Women, Work, and the Downturn For an excellent column on why and how the downturn is likely to affect women, read UNC-Chapel Hill sociologist Philip Cohen’s recent post at HuffPo. He argues, as has Randi Albelda and Linda Hirshman, that Obama’s jobs/stimulus plans thus far are good for men, but not as likely to address the jobs concerns for women. As Cohen asks, will Obama listen?

The Black Middle Class As happened during the Great Depression, so in the (current) Great Recession, African Americans are going to be harder hit by job loss. Zenitha Prince does outstanding reporting on the issues in AFRO News. She reports that the manufacturing sector—read auto industry, where in particular African Americans had found a path to the middle class in the past few decades—is getting hammered. What’s the size of the problem? While the unemployment rate overall is currently at 6.7 percent, for African Americans it is at 11.2 percent. It will get worse.
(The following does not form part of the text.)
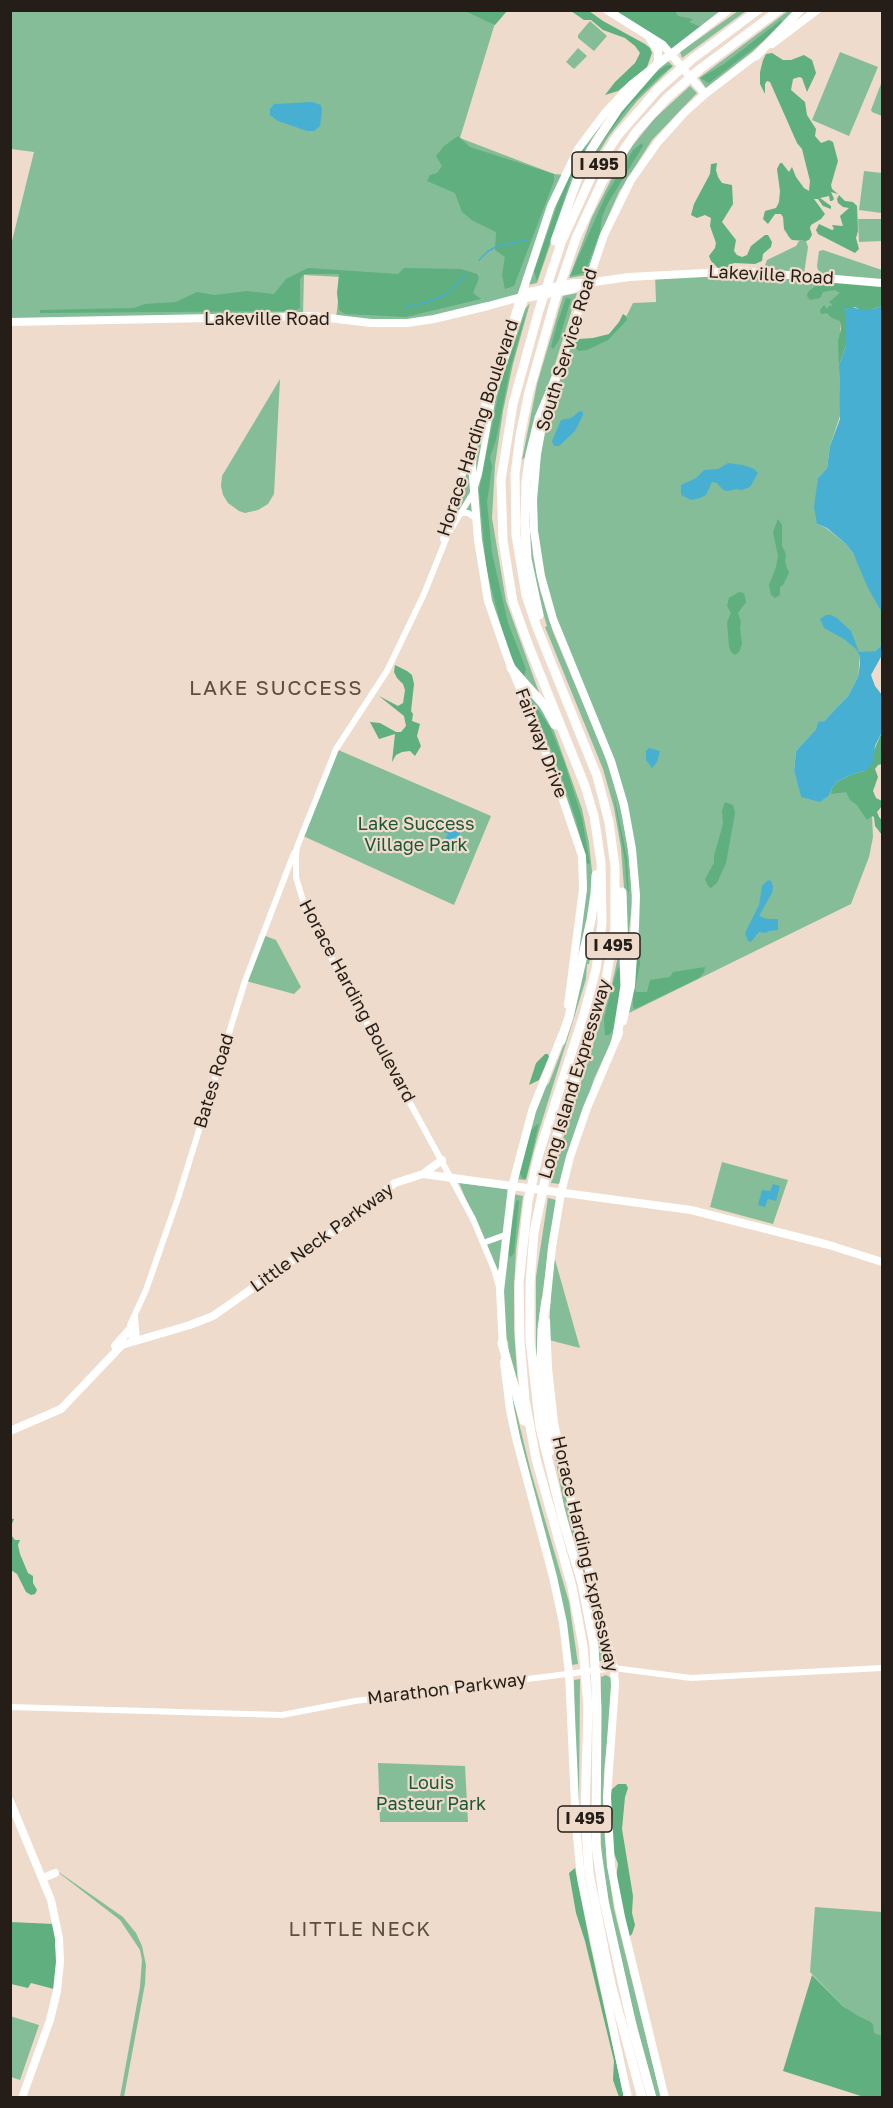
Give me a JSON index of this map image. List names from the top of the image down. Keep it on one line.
{"streets":{"highway":["I 495","Long Island Expressway"],"main road":["Lakeville Road","South Service Road","Horace Harding Boulevard","Fairway Drive","Little Neck Parkway","Horace Harding Expressway"],"street":["Bates Road","Marathon Parkway"]},"crossings":[["I 495","Long Island Expressway"],["Lakeville Road","South Service Road"],["Lakeville Road","Horace Harding Boulevard"],["South Service Road","Horace Harding Expressway"],["Horace Harding Boulevard","Fairway Drive"],["Horace Harding Boulevard","Bates Road"],["Horace Harding Boulevard","Little Neck Parkway"],["Horace Harding Boulevard","Horace Harding Expressway"],["Fairway Drive","Horace Harding Expressway"],["Bates Road","Little Neck Parkway"],["Little Neck Parkway","Horace Harding Expressway"],["Horace Harding Expressway","Marathon Parkway"]],"districts":["LAKE SUCCESS","LITTLE NECK"],"parks":["Lake Success Village Park","Louis Pasteur Park"]}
Not only is unemployment generally twice as high for African Americans than for the population in general, but wealth inequality also makes the black middle class a vulnerable group. While the racial gap in incomes—what we earn at our jobs—has declined over the past thirty years, the gap in wealth—what we own in terms of savings, retirement funds, housing, stocks, and other assets—remains quite large. A 2005 report from the National Urban League reports that African American households have about one-tenth the net worth of white households. This makes family crises like unemployment much harsher.